— Значит, все около Овсянникова топчемся? — спросил Ваня, когда рассказала она ему про свое житье-бытье.
— Да, сынок. Никак не осилят.
— Осилим, мать, осилим. Надо его взять непременно. Весь фронт из-за этих деревень стоит, — говорил Ваня уверенно очень, а у нее сердце кровью обливалось, как представляла Ваню на этом поле, на этом овраге овсянниковом среди фашистского огня.
— Не то видали, — продолжал Иван и стал рассказывать, как встретил войну почти на самой границе, как отступали с боями, как из окружений выбирались, как ранило. В самой Москве в госпитале обитался.
Про Тоню спросил, и когда узнал, что она у тетки в деревне, под немцем еще, губы сжал, брови нахмурил.
Поняла тогда Ефимия Михайловна, что будет драться Иван бесколебленно, жизни своей не щадя. Деревенька-то та, где Тоня сейчас, всего в нескольких верстах от Овсянникова.
И опять захолонуло душу страхом и болью прижало сердце. Одно дело знать, что сын где-то воюет, другое — прямо из рук своих его в бой отправлять.
Выглядел Иван неплохо. Кормили, говорил, в Москве, в госпитале, сытно, да еще всякие делегации подарки приносили. Курили, говорил, «Беломор», папиросы, а иной раз и «Казбек».

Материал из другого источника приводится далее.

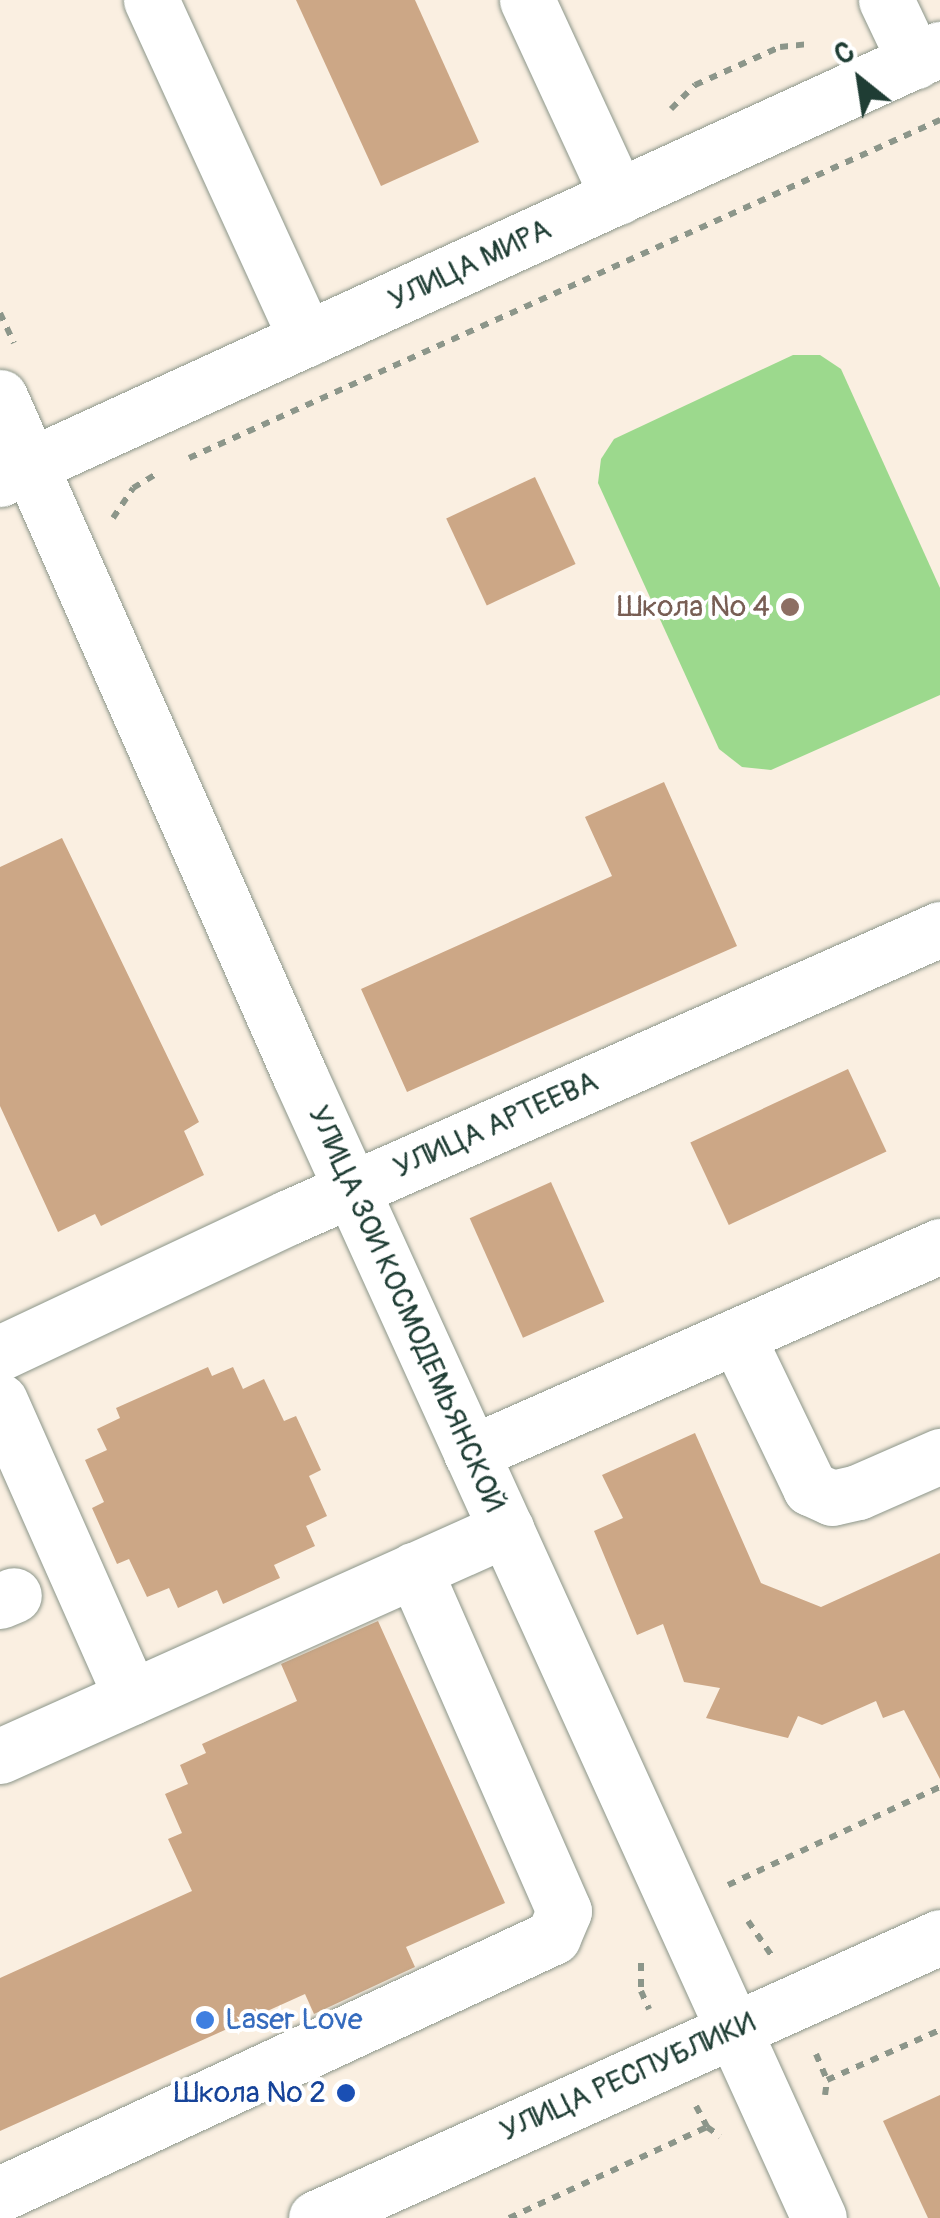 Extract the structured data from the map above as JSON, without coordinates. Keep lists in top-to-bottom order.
{
  "streets": {
    "street": [
      "УЛИЦА МИРА",
      "УЛИЦА АРТЕЕВА",
      "УЛИЦА ЗОИ КОСМОДЕМЬЯНСКОЙ",
      "УЛИЦА РЕСПУБЛИКИ"
    ]
  },
  "crossings": [
    ["УЛИЦА МИРА", "УЛИЦА ЗОИ КОСМОДЕМЬЯНСКОЙ"],
    ["УЛИЦА АРТЕЕВА", "УЛИЦА ЗОИ КОСМОДЕМЬЯНСКОЙ"],
    ["УЛИЦА ЗОИ КОСМОДЕМЬЯНСКОЙ", "УЛИЦА РЕСПУБЛИКИ"]
  ],
  "places": ["Школа № 4", "Laser Love", "Школа № 2"],
  "north": "top left"
}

Ночь эту и не спали почти. Только под утро забрались они с Ваней на лежанку. Он сразу как прилег, так и заснул, а к ней сон не шел — стояло перед глазами поле овсянниковское и как бежит по нему Ваня с автоматом, а кругом бушует огонь фрицевский.
Еще не рассвело, прибежал связной, требовал замполита Разумихина. Иван спал одетый, только сапоги скинул, а потому собрался мигом, плеснул на лицо водицы и к ней.
— Ну, мать, ты не переживай. У родного дома меня убить не должно. Ну, а если раненый буду — сюда вернусь, к доктору твоему. А если не приду, — значит, жив-здоров. Поняла?
— Поняла, милок… — Хотела она его перекрестить, но он руку ей придержал:
— Не надо, мать. Я ж заместитель политрука. Неудобно. Ребята смеяться будут. Капитану привет, — сказал он тихо, чтоб связной не слыхал, а потом прижался к ней, расцеловались трехкратно, и глаза были сухие — и у него и у ней.
Вышла на крыльцо проводить, но темно еще было, и скоро ее Ванечка из глаз скрылся. Тут она и осенила крестным знамением его вслед и пошла в дом, уже чувствуя, какой день тяжкий ей предстоит, а может, и не один, как будет она теперь прислушиваться к каждому выстрелу, к каждому разрыву снарядному и представлять, что вот этой пулей или этим осколком ее Ванечку убило. Да, предстоит ей мука мученицкая, и только одно у нее есть — увидела сына…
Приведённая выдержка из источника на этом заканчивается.